Когда войска прошли мимо нас, Жанна вернулась к передовому отряду и поехала во главе колонны. Вот мы приблизились к угрюмым бастилиям; мы могли разглядеть людей, стоявших подле пушек и готовых послать смерть в наши ряды; и тут мною овладела такая слабость, я почувствовал такой упадок сил, что очертания предметов как-то расплылись и все завертелось в моих глазах; остальная молодежь, вероятно, тоже оробела, не исключая и Паладина, хотя этого я не могу сказать наверняка. Паладин ехал впереди, а мне приходилось все время глядеть в сторону бастилий, потому что все-таки легче было преодолевать страх, когда причина страха была перед глазами.
Но Жанна не проявляла ни малейшей тревоги, она как бы находилась в раю.

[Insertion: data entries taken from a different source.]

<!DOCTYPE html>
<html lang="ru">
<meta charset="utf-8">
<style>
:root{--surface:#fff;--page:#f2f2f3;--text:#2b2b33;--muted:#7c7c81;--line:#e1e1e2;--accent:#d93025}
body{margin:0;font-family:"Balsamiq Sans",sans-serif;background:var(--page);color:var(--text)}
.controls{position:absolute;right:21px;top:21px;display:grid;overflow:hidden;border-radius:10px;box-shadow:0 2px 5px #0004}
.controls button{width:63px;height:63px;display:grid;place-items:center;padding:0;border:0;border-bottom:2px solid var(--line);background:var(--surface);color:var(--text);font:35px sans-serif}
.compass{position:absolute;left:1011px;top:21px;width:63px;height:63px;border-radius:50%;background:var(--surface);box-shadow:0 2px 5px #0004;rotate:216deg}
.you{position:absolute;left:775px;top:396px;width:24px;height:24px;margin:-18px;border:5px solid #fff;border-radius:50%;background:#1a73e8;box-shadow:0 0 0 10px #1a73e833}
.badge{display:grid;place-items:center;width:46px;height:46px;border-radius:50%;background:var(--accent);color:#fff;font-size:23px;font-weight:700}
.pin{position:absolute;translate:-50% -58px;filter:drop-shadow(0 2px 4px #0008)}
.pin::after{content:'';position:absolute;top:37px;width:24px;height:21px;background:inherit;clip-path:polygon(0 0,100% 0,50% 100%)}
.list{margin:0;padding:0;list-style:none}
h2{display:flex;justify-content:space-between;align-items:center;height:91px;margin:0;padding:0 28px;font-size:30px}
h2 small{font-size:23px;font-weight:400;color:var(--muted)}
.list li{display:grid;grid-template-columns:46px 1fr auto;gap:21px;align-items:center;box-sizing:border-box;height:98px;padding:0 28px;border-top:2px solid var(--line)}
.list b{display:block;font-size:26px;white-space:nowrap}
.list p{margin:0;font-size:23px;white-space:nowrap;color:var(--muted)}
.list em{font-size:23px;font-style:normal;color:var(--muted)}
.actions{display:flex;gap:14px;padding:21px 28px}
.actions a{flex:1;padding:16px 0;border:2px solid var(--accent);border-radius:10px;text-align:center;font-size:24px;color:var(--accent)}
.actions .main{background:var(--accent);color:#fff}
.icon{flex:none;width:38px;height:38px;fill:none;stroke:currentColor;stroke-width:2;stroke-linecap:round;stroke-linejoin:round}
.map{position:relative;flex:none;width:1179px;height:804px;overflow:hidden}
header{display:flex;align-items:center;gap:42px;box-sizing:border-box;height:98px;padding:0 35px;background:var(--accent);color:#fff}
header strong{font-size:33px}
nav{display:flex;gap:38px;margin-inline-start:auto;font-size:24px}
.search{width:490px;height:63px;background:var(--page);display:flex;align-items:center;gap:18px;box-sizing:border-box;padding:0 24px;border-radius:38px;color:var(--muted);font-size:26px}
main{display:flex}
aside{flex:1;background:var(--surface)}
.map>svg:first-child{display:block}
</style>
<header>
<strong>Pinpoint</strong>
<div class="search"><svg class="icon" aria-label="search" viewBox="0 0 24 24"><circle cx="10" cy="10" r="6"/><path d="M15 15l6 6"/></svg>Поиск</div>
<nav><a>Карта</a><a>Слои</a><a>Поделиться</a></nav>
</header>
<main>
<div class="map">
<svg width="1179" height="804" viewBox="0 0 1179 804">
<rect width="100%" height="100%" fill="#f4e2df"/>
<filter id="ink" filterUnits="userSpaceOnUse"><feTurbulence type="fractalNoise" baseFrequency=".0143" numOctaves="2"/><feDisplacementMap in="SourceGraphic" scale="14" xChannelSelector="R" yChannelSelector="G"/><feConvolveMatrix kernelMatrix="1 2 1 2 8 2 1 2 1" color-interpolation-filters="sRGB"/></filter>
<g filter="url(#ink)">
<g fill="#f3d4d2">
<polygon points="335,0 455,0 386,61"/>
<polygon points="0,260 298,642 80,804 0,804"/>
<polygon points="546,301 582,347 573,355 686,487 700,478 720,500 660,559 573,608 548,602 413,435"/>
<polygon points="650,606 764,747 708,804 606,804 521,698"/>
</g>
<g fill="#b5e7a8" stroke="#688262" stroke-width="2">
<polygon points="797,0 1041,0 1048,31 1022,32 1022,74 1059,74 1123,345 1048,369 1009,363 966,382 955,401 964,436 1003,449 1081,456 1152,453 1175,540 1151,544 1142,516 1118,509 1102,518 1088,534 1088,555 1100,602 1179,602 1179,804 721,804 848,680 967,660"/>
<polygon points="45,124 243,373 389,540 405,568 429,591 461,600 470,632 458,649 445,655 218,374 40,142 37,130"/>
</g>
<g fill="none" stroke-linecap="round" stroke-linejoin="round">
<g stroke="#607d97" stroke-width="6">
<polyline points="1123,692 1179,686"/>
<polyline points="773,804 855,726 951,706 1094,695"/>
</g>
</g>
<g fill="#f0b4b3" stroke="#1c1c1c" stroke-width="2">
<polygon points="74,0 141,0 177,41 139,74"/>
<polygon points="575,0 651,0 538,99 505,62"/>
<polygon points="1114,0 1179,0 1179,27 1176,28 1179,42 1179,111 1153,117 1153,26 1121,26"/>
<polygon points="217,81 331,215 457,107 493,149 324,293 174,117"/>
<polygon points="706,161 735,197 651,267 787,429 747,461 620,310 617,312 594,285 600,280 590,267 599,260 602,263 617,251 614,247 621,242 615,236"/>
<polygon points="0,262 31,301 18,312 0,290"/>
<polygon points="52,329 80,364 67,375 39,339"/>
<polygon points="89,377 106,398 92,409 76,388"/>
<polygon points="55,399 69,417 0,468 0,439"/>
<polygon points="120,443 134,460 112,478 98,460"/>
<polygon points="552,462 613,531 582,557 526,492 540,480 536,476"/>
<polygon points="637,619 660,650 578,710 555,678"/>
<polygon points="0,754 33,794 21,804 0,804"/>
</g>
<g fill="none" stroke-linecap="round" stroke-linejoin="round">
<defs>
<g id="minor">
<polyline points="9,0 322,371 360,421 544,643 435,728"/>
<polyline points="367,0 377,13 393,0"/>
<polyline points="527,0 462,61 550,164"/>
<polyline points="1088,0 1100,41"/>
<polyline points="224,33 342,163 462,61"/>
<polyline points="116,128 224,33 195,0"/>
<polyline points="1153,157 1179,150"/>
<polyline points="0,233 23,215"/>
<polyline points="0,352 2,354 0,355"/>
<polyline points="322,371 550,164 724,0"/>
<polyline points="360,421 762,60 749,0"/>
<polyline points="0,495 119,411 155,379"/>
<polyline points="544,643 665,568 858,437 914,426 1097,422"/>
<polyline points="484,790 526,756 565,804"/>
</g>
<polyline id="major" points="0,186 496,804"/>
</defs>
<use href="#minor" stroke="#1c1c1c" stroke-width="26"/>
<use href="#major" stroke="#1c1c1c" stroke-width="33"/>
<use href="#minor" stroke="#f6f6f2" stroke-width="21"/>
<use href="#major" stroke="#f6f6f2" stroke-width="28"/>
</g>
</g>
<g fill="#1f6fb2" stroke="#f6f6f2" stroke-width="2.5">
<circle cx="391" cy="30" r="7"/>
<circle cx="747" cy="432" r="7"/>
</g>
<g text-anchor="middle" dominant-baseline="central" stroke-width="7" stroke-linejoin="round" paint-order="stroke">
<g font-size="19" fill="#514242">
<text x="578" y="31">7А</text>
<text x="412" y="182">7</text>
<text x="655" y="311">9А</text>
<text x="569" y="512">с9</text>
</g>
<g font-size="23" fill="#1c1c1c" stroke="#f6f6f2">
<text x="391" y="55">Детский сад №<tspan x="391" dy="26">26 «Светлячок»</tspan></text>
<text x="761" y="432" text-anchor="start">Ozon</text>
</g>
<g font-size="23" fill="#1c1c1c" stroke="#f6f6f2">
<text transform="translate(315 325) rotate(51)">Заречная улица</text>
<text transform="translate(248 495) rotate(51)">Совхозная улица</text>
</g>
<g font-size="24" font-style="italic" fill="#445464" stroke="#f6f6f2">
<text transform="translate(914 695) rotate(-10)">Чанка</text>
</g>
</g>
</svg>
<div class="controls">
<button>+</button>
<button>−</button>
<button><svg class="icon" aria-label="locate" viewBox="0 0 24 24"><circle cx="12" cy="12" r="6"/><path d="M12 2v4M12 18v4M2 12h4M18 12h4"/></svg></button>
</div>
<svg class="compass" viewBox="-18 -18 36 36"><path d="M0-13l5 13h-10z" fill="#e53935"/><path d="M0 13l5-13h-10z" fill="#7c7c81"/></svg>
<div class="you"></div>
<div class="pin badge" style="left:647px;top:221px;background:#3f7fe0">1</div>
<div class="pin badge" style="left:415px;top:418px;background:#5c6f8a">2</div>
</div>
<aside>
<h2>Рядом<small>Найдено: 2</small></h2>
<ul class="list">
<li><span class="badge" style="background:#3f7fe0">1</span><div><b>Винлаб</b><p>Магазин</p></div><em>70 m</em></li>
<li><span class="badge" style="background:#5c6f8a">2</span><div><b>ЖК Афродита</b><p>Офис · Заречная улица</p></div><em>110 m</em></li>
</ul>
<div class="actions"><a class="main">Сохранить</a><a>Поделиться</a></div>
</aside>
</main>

Она сидела непоколебимо, и я видел, что ее настроение совершенно непохоже на мое. Страшнее всего была тишина: не было слышно ничего, кроме скрипения седел, размеренного топота шагов и фырканья лошадей, которым попадала в ноздри удушливая пыль, целыми облаками клубившаяся из-под копыт. У меня тоже начало щекотать в носу, но я предпочел бы пройти мимо не чихая; я даже готов был бы подвергнуться жесточайшим мучениям, лишь бы только не привлечь к себе внимания.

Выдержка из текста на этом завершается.